Chemotherapy for one type of leukaemia could be improved by giving patients a drug currently used to treat an unrelated condition, new research shows. Acute myeloid leukaemia (AML) is an aggressive cancer that stops healthy blood cell production. Chemotherapy is the standard treatment, but improvements are needed as the five-year survival rate in patients older than 60 is only 5-15 per cent.

Now, by studying how leukaemia cells infiltrate bone marrow, where blood cells are created, researchers led by a team from Imperial College London have made a crucial discovery. Studying mice and human samples, they found that certain areas in the bone marrow support blood stem cells, and when these are overtaken by leukaemia cells, these stem cells are lost and production of healthy blood is significantly reduced. This can cause anaemia, infection, and bleeding in patients, and affects the success of chemotherapy.
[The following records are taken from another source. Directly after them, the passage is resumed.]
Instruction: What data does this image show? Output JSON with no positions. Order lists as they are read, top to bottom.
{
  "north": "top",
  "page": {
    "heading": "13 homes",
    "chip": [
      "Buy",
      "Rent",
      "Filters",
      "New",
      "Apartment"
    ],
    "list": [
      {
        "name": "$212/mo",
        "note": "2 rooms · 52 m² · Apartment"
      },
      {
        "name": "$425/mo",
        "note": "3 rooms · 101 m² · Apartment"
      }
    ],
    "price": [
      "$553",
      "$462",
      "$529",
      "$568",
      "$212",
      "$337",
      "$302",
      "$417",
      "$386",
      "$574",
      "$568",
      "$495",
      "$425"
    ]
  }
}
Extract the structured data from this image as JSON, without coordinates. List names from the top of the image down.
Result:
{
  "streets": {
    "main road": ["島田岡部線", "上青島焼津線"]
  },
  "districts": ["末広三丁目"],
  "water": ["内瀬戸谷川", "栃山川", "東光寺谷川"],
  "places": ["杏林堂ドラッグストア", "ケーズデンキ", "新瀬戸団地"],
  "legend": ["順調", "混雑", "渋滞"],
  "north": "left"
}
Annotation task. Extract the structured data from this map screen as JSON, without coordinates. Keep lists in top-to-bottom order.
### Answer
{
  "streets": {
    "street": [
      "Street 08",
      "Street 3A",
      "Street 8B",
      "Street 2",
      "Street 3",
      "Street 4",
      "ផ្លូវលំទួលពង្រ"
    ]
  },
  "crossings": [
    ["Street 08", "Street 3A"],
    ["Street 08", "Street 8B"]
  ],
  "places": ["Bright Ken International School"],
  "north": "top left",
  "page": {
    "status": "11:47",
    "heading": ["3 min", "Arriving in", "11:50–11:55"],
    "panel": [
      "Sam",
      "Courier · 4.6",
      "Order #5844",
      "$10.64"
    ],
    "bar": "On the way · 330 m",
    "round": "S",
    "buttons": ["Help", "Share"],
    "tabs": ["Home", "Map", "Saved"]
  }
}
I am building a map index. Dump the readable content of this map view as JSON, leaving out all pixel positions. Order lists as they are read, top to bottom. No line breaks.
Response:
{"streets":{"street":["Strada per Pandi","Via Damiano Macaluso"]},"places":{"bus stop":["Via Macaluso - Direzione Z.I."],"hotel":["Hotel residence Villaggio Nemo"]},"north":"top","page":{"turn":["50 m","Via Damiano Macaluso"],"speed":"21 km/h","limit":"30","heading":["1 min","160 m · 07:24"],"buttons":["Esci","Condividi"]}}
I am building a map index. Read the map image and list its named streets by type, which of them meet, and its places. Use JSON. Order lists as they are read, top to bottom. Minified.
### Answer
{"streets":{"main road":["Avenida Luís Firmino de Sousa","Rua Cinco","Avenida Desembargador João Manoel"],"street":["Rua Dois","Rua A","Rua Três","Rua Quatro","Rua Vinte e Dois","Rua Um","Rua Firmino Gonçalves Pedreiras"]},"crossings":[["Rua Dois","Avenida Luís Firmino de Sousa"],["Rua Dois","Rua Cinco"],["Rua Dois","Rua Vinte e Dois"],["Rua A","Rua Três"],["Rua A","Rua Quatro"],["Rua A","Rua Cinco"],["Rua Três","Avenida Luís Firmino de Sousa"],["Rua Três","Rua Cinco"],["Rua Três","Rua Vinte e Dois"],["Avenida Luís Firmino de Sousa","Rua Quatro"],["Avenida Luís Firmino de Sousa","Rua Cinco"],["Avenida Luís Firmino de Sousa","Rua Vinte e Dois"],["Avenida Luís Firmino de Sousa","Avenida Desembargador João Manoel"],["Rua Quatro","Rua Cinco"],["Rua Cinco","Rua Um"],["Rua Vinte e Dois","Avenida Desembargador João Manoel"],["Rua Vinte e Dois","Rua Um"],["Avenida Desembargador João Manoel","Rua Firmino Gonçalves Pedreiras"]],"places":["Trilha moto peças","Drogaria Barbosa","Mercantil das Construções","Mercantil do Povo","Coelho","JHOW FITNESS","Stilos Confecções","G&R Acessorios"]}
Crucially, the team also discovered that a drug already approved to treat a condition known as iron overload can protect these important bone marrow areas and allow blood stem cells to survive. Their results are published today in the journal Cell Stem Cell. The study's lead author, Dr Cristina Lo Celso from the Department of Life Sciences at Imperial, said: "Since the drug is already approved for human use for a different condition, we already know that it is safe. "We still need to test it in the context of leukaemia and chemotherapy, but because it is already in use we can progress to clinical trials much quicker than we could with a brand new drug."